Bases: wildnlp.datasets.base.Dataset

The SNLI dataset supporting the task of natural language inference. For details see: https://nlp.stanford.edu/projects/snli/

apply(aspect)[source]

Modifies premises (sentence1) in the dataset leaving other data intact.

load(path)[source]

Loads a SNLI dataset.

Parameters:path – A path to a SNLI data file in JSONL format.
Returns:None
save(data, path)[source]

Saves data in the SNLI format

SQuAD

class wildnlp.datasets.squad.SQuAD[source]

Bases: wildnlp.datasets.base.Dataset

The SQuAD dataset. For details see: https://rajpurkar.github.io/SQuAD-explorer/

apply(aspect)[source]

Modifies questions in the dataset leaving other data intact.

load(path)[source]

Loads a SQuAD dataset.

Parameters:path – A path to a SQuAD data file in JSONL format.
Returns:None
save(data, path)[source]

Saves data in the SQuAD format

IMDB

class wildnlp.datasets.imdb.IMDB(*args, **kwargs)[source]

Bases: wildnlp.datasets.base.Dataset

The IMDB dataset containing movie reviews for a sentiment analysis. The dataset consists of 50 000 reviews of two classes, negative and positive. Each review is stored in a separate text file. For details see: http://ai.stanford.edu/~amaas/data/sentiment/

apply(aspect)[source]

Modifies contents of the whole files in the IMDB dataset.

load(path)[source]

Loads a SNLI dataset.

Parameters:path – A path to single file, directory containing review files or list of paths to such directories.
Returns:None
save(data, path)[source]

Saves IMDB reviews to separate files with the original names.

Parameters:path – path to a top directory where files will be saved.
Returns:None
save_tsv(data, path)[source]

Convenience function for saving IMDB reviews into a single TSV file.

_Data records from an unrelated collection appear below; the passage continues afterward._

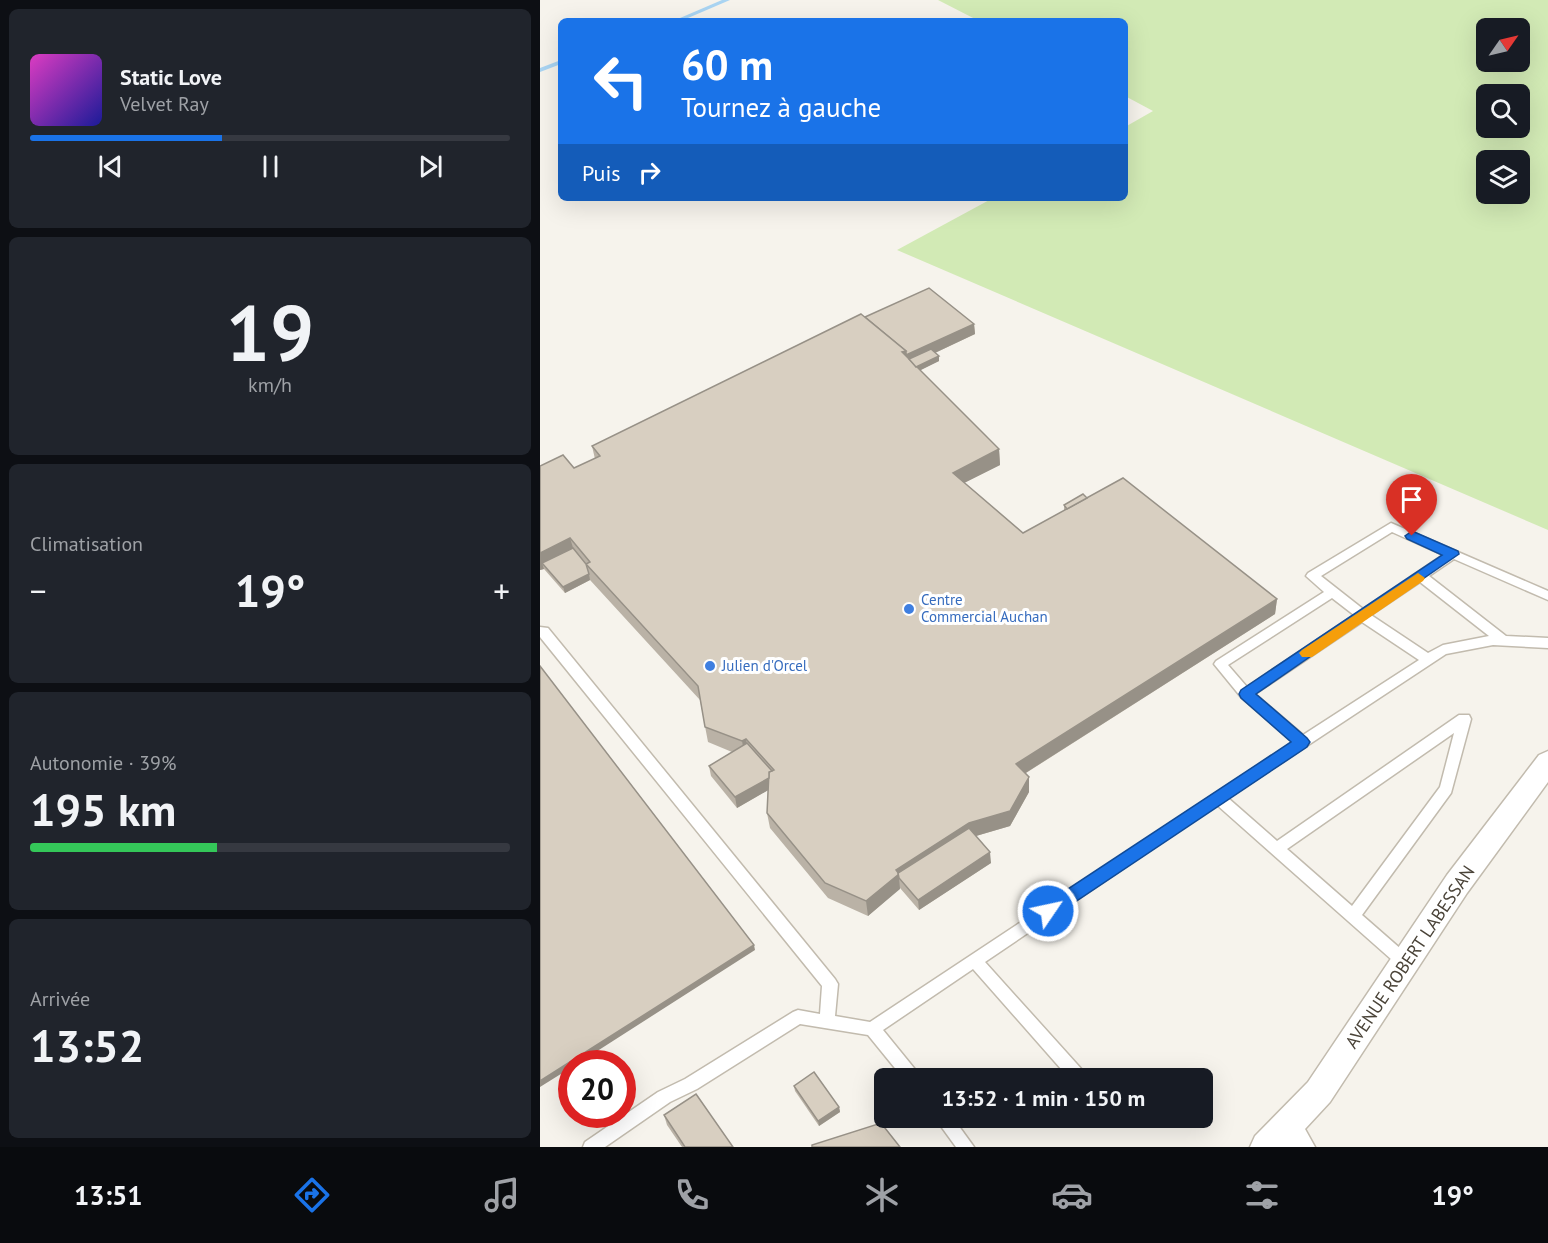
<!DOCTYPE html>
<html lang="fr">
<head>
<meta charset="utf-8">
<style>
  body { margin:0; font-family:"PT Sans",sans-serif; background:#20242c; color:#f1f3f6; height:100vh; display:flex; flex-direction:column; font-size:22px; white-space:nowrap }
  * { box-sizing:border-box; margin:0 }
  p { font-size:20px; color:#9ea1a6 }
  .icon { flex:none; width:33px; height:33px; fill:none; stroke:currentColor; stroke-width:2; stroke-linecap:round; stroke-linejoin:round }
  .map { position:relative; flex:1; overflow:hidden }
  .side { display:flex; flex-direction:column; gap:9px; padding:9px; background:#0d0f14; width:540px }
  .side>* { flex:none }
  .top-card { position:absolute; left:18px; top:18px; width:570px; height:183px; border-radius:9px; box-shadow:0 6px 24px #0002; background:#1a73e8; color:#fff; overflow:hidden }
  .needle { width:39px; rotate:56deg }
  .controls { position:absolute; left:936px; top:18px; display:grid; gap:12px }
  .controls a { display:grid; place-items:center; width:54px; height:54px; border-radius:9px; background:#171b24; box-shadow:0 6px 24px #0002; font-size:30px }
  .speed { position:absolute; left:18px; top:1050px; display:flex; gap:12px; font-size:30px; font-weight:700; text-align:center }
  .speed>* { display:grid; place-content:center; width:78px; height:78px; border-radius:50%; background:#171b24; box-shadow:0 6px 24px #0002; line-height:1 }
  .speed .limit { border:9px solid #d22; background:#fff; color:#111 }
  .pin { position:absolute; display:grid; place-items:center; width:51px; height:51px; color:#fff; margin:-62px -26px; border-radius:50% 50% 50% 0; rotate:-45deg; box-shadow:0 0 6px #0007 }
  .pin .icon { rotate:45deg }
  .me { position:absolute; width:66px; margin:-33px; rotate:56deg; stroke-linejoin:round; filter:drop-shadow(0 0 4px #0008) }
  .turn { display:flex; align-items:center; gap:21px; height:126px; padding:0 24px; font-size:27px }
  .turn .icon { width:78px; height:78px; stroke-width:2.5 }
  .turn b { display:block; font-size:42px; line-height:51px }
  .then { display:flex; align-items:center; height:57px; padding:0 24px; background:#0003; gap:12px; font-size:22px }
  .big { font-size:45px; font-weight:800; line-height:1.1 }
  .side .widget { flex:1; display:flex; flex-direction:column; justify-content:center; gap:9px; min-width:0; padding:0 21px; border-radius:9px; background:#20242c }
  .side .dial { align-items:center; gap:0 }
  .dial b { font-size:78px; line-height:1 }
  .song { display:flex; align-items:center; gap:18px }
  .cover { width:72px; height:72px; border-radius:9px; background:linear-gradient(135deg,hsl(310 70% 55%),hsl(240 70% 35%)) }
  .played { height:6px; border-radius:3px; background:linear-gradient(90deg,#1a73e8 40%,#363941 40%) }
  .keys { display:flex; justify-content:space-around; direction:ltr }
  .heat { display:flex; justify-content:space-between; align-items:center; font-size:33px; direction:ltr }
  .charge { height:9px; border-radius:4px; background:linear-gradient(90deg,#34c759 39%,#363941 0) }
  .trip { position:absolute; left:334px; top:1068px; width:339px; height:60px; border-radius:9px; background:#171b24; box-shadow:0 6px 24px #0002; font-weight:800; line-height:60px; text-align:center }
  .menu { display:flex; height:96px; justify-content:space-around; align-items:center; background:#090b0e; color:#9ea1a6 }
  .menu .icon { width:42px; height:42px }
  .menu .current { color:#1a73e8 }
  .menu b { font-size:27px; color:#f1f3f6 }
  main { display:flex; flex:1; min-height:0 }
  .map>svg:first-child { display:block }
  .green { fill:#d2eab5; fill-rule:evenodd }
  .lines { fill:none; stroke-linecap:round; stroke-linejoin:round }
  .stream { fill:#a9d4f2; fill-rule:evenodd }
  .lane-casing { stroke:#c2bbae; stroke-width:3 }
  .street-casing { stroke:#c2bbae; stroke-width:3 }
  .lane { fill:#fff; fill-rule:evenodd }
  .street { fill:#fff; fill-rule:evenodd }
  .wall { fill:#bab2a6 }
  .shaded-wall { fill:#979187 }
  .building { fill:#d8cfc1; stroke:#979187; stroke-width:1.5 }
  .route { fill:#1a73e8; stroke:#114b97; stroke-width:1.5 }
  .slow { fill:#f59e0b }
  .shop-dot { fill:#3f7fe0; stroke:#fff; stroke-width:2 }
  .labels { text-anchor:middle; stroke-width:6; stroke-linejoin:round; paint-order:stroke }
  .shop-label { font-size:15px; fill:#366cbe; stroke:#fff; text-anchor:start }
  .near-street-label { font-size:18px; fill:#4b4439; stroke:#fff }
</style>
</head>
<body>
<main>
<section class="side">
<div class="widget">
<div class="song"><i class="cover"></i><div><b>Static Love</b><p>Velvet Ray</p></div></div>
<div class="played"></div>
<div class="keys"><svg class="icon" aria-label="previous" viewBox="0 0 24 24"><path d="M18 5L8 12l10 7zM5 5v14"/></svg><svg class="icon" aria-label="pause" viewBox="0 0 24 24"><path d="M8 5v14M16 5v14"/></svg><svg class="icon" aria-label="next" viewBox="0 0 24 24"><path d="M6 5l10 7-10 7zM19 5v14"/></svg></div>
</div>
<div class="widget dial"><b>19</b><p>km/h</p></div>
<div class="widget"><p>Climatisation</p>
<div class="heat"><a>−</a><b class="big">19°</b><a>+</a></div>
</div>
<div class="widget"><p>Autonomie · 39%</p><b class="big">195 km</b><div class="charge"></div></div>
<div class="widget"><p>Arrivée</p><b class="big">13:52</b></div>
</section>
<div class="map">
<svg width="1008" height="1147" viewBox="0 0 1008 1147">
  <rect width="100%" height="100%" fill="#f6f3ec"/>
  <!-- green -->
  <path class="green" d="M398,0H1008V530L357,250L453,198H585V127L613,111L585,96V21H439ZM946,28H980V62H946ZM946,94H980V128H946ZM946,160H980V194H946Z"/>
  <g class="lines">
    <!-- stream -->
    <g class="stream">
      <polygon points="182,0 190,0 141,21 133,21"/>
      <polygon points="21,60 21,64 0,72 0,68"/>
    </g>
    <defs>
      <g id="lane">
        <path d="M851,523L1008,591V600L914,559L889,576L966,636L1008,638V648L953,645L906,654L688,798L737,841L919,715H929L931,719L911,793L822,915L870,957L872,962L870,967L865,969L860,967L677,805L445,962L545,1073L547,1078H529L433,969L343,1030L378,1073L380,1078H363L328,1035L260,1024L157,1089L130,1102L65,1147H43L45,1142L118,1092L145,1079L253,1012L258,1010L280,1014L282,986L0,637V627L8,628L295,979L298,984L295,1016L330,1022L753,742L701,697L674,664L676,661L784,592L766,576L768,573ZM852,532L903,555L823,609L781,576ZM880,582L949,636L903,645L888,653L831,615ZM792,598L814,615L707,687L688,665ZM822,622L879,660L763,735L715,694ZM914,733L900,787L812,906L747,849Z"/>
        <polygon points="395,1118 413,1118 434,1147 416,1147"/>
      </g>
      <polygon id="street" points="1008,751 1008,782 927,893 790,1102 765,1129 775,1147 710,1147 715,1136 768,1082 907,875 999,755"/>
    </defs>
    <!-- lane casing -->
    <use href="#lane" class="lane-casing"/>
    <!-- street casing -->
    <use href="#street" class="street-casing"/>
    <!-- lane -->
    <use href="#lane" class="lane"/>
    <!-- street -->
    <use href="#street" class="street"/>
  </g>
  <!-- wall -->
  <g class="wall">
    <polygon points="325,317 434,324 435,334 395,353 399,361 380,370 459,449 460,465 424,483 483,533 524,511 524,505 547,498 737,599 735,614 486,773 489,792 470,826 436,836 451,863 379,910 360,888 328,916 288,898 230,828 227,813 228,790 197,808 171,776 169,766 192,752 168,742 160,700 50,580 25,593 4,569 0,570 0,466 34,468 55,459 52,446"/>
    <polygon points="254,1086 299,1107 300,1112 279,1126 255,1091"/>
    <polygon points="124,1115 193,1147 142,1147 127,1125"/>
  </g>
  <!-- shaded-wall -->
  <g class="shaded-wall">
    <polygon points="434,324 435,334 367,366 362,352"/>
    <polygon points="399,356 399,361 371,375 371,369"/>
    <polygon points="459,449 460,465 414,488 413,473"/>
    <polygon points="30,538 35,554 2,563 4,569 0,570 0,553"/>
    <polygon points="49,574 50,580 25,593 23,587"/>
    <polygon points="737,599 735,614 476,779 476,764"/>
    <polygon points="206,739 209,754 205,757 202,741"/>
    <polygon points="235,774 237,785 197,808 195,797"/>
    <polygon points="489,777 489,792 470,826 429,838 359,878 360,889 328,916 326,901 356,870"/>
    <polygon points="450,852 451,863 379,910 378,900"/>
    <polygon points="214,945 215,950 37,1064 32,1064 32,1067 0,1087 0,1081"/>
    <polygon points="299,1107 300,1112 279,1126 278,1121"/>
  </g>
  <!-- building -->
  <g class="building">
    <polygon points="389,288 434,324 366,355 366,351 325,317"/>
    <polygon points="321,314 366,351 362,352 459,449 413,473 483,533 583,478 737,599 476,764 489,777 470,811 429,823 356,870 359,874 326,901 285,883 227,813 229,772 234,770 206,739 202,741 165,727 158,686 46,564 50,562 30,538 0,553 0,466 23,455 34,468 60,456 52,446"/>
    <polygon points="391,349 399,356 376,367 369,359"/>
    <polygon points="543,494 547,498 527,509 524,505"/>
    <polygon points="33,548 46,564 49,574 23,587 2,563"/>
    <polygon points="0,666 214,945 0,1081"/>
    <polygon points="207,743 232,771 229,772 229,778 195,797 169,766"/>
    <polygon points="429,828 450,852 378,900 359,878 358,873"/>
    <polygon points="274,1072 299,1107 278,1121 254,1086"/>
    <polygon points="156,1094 193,1147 145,1147 124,1115"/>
    <polygon points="341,1123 360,1147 272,1147 272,1145"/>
  </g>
  <!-- route -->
  <polygon class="route" points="872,531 918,551 919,554 716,694 767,738 770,742 767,747 514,916 508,918 502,916 500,911 502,906 751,742 701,698 699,694 701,690 902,555 867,539 865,536"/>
  <!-- slow -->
  <polygon class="slow" points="878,573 885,578 883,581 772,657 762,657 759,653 762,650"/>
  <!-- markers -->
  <g class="shop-dot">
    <circle cx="369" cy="609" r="6"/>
    <circle cx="170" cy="666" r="6"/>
  </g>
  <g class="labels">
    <!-- shop labels -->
    <g class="shop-label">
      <text x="381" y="605">Centre<tspan x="381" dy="17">Commercial Auchan</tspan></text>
      <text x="182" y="671">Julien d'Orcel</text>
    </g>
    <!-- near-street labels -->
    <g class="near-street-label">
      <text transform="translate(870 957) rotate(-56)" y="6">AVENUE ROBERT LABESSAN</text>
    </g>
  </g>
</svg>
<div class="controls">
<a><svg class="needle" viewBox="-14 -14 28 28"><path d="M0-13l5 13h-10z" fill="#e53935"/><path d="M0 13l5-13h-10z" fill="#9ea1a6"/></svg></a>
<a><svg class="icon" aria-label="search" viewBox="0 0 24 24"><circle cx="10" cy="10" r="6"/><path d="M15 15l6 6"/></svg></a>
<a><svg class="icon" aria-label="layers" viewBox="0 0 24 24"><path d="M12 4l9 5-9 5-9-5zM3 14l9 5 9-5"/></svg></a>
</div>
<div class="speed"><div class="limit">20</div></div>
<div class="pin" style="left:872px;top:536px;background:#d93025"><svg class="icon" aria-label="arrive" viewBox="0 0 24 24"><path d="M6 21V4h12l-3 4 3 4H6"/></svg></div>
<svg class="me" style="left:508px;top:911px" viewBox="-20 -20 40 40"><circle r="17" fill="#1a73e8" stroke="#fff" stroke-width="3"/><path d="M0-11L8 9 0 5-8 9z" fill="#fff"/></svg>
<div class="trip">13:52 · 1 min · 150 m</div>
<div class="top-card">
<div class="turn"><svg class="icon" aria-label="left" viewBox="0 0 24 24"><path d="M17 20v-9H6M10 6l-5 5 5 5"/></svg><div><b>60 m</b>Tournez à gauche</div></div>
<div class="then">Puis<svg class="icon" aria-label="right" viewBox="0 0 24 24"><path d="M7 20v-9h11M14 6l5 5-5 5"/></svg></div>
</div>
</div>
</main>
<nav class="menu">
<b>13:51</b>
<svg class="icon current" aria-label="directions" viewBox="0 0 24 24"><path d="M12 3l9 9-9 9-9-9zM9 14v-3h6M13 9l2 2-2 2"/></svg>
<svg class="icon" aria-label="music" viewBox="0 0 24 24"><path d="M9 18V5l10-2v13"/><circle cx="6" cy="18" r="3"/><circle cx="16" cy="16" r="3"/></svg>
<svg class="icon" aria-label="phone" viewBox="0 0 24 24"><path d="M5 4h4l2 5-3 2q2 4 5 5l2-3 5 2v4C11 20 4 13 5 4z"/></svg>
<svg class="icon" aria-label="climate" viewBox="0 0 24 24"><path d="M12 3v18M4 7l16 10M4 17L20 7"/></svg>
<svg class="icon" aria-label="car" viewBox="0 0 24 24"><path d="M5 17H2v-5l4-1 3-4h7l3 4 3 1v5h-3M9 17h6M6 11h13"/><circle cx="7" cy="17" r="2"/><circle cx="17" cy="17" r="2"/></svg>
<svg class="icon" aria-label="filters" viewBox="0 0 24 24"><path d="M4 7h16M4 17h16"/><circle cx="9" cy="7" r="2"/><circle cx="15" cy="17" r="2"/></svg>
<b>19°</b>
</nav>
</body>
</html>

Parameters:path – Path to a tab separated file.
Returns:None

How to contribute

Already implemented functions by no means exhaust all the possibilities for corruptin a text.

There are also many popular datasets that we still don’t support.

If you’d like to extend the module, you’re more than welcome! :)

General remarks

  1. Unit tests are boring but sometimes also helpful.
  2. Documenting your work helps other to use it.

How to add an Aspect

All the aspects inherits from the Aspect class. The only thin you should remeber is to implement the __call__ function accepting a single argument (string) and returning a single output (string).

That’s it, we leave the details to you! Remeber that natural language is tricky, there are punctuation marks, capitalizations, apostrophes etc, that you may would like to leave intact if it’s not the target of your aspect.

Caution

Every aspect must implement __call__ function accepting a string as an input and outputing a string.

How to add a dataset support

All the datasets inherits from the Dataset class. There are only 3 methods that it must implement.

  1. load - load a dataset from file to an iterable internal object.

2. apply - iterate through all elements (strings) in a dataset and modify them one by one.

  1. save - save the dataset in the same exact format as the original one.

Caution

Saved dataset should have the same format as the original one.